Content starts

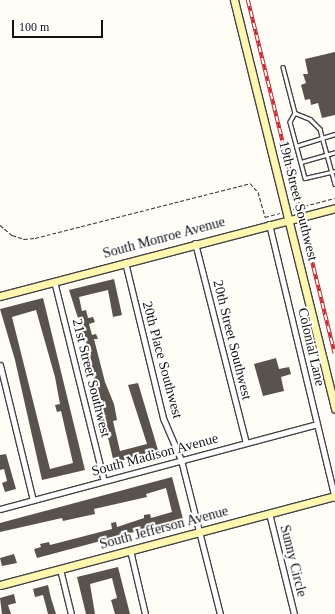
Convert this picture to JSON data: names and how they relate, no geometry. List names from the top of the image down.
{
  "streets": {
    "street": [
      "19th Street Southwest",
      "South Monroe Avenue",
      "20th Street Southwest",
      "Colonial Lane",
      "20th Place Southwest",
      "21st Street Southwest",
      "South Madison Avenue",
      "South Jefferson Avenue",
      "Sunny Circle"
    ]
  },
  "crossings": [
    ["19th Street Southwest", "South Monroe Avenue"],
    ["South Monroe Avenue", "20th Street Southwest"],
    ["South Monroe Avenue", "Colonial Lane"],
    ["South Monroe Avenue", "20th Place Southwest"],
    ["South Monroe Avenue", "21st Street Southwest"],
    ["20th Street Southwest", "South Madison Avenue"],
    ["Colonial Lane", "South Madison Avenue"],
    ["Colonial Lane", "South Jefferson Avenue"],
    ["20th Place Southwest", "South Madison Avenue"],
    ["20th Place Southwest", "South Jefferson Avenue"],
    ["21st Street Southwest", "South Madison Avenue"],
    ["South Jefferson Avenue", "Sunny Circle"]
  ],
  "scale_bar": "100 m"
}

Content ends

TASK STATEMENT: Repeat the data exactly, without the pictures.

EXERCISE ANSWER:
Convert this picture to JSON data: names and how they relate, no geometry. List names from the top of the image down.
{
  "streets": {
    "street": [
      "19th Street Southwest",
      "South Monroe Avenue",
      "20th Street Southwest",
      "Colonial Lane",
      "20th Place Southwest",
      "21st Street Southwest",
      "South Madison Avenue",
      "South Jefferson Avenue",
      "Sunny Circle"
    ]
  },
  "crossings": [
    ["19th Street Southwest", "South Monroe Avenue"],
    ["South Monroe Avenue", "20th Street Southwest"],
    ["South Monroe Avenue", "Colonial Lane"],
    ["South Monroe Avenue", "20th Place Southwest"],
    ["South Monroe Avenue", "21st Street Southwest"],
    ["20th Street Southwest", "South Madison Avenue"],
    ["Colonial Lane", "South Madison Avenue"],
    ["Colonial Lane", "South Jefferson Avenue"],
    ["20th Place Southwest", "South Madison Avenue"],
    ["20th Place Southwest", "South Jefferson Avenue"],
    ["21st Street Southwest", "South Madison Avenue"],
    ["South Jefferson Avenue", "Sunny Circle"]
  ],
  "scale_bar": "100 m"
}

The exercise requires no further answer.